__Items listed in a dataset__:

------------------------

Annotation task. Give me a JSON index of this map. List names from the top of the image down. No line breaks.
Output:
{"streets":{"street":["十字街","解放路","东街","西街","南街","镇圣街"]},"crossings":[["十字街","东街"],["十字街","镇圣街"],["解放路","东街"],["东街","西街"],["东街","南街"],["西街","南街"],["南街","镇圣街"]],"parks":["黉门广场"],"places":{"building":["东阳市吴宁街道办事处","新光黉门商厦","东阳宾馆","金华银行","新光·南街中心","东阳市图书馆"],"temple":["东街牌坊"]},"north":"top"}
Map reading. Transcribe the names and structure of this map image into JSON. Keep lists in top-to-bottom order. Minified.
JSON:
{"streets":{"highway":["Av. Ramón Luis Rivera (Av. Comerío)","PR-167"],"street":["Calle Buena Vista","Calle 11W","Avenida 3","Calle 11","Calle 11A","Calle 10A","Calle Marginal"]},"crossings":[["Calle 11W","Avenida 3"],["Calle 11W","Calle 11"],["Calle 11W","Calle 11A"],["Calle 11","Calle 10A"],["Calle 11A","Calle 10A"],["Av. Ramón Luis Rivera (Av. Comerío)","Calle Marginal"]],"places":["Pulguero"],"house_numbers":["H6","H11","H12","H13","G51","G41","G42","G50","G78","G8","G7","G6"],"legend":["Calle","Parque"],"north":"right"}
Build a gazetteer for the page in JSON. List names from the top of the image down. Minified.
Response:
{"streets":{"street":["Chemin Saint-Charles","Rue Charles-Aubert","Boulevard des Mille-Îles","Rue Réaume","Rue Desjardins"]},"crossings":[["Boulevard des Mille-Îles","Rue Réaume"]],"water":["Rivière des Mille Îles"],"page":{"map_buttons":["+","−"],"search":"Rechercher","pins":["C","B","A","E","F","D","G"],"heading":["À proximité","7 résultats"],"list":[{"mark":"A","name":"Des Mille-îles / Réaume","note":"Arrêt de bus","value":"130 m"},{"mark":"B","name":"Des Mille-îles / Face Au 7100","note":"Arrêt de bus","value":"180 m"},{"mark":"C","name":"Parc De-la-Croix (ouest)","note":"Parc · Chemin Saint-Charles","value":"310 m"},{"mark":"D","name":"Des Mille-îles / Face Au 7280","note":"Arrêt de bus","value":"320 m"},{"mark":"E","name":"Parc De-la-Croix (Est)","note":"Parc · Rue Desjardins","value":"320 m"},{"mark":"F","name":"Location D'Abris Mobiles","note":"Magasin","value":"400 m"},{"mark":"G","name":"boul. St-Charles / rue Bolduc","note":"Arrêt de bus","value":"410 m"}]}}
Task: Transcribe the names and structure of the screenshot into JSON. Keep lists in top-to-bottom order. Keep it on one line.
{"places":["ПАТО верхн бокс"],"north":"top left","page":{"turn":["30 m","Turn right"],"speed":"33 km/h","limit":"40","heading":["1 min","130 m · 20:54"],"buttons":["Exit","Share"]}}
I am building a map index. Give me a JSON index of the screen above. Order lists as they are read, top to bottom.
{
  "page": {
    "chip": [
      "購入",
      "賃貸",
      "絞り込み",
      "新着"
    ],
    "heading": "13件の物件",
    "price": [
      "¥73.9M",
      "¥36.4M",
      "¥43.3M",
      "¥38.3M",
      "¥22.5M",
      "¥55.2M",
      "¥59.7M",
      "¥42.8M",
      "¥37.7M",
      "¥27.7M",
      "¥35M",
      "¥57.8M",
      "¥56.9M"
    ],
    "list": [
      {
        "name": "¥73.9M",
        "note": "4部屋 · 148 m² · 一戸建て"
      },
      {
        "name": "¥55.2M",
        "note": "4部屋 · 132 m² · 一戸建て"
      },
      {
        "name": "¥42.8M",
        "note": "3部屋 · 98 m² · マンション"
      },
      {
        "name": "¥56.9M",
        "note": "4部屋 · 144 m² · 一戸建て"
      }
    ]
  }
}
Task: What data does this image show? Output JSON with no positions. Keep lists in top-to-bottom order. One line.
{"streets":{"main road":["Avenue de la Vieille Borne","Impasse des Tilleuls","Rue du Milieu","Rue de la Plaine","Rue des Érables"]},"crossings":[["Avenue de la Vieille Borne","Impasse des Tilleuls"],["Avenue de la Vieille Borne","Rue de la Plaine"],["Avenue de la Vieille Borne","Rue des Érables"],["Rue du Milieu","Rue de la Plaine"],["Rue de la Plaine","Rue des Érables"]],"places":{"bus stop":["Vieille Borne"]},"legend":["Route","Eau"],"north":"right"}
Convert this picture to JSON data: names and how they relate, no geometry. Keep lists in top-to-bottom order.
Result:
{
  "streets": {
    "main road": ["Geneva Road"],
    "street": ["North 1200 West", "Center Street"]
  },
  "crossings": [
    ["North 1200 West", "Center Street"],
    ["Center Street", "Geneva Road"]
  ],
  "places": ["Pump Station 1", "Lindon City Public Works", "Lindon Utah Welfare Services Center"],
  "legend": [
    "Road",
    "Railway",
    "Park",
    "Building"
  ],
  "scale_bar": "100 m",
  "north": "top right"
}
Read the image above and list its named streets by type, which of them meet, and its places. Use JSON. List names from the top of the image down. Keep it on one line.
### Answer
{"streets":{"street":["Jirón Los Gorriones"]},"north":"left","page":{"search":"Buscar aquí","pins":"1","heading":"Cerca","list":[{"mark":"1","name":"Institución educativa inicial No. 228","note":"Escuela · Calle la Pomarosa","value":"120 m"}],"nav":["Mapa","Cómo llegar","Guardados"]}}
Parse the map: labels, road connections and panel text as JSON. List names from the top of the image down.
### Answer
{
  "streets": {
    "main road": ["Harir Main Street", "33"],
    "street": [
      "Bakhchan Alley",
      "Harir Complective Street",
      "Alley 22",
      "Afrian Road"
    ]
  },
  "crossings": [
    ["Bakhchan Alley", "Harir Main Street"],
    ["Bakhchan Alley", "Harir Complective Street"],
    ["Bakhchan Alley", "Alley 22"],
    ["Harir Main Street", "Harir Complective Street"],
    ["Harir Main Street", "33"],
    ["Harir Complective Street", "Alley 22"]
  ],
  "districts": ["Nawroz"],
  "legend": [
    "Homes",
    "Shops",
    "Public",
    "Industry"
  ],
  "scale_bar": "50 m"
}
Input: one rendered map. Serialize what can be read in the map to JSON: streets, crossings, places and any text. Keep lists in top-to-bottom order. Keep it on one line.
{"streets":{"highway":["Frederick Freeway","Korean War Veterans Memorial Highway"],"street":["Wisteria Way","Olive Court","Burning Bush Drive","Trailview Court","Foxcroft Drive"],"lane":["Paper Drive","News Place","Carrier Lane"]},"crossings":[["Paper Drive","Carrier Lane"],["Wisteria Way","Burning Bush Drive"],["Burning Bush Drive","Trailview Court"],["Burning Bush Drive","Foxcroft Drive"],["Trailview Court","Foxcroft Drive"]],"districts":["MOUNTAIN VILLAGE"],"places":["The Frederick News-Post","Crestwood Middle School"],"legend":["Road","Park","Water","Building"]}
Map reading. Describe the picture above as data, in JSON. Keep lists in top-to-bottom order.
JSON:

------------------------

__What this task involves__:
Your task is to copy each line of the entries that includes the word "from".

__Output__:
Annotation task. Give me a JSON index of this map. List names from the top of the image down. No line breaks.
Build a gazetteer for the page in JSON. List names from the top of the image down. Minified.
Read the image above and list its named streets by type, which of them meet, and its places. Use JSON. List names from the top of the image down. Keep it on one line.
Parse the map: labels, road connections and panel text as JSON. List names from the top of the image down.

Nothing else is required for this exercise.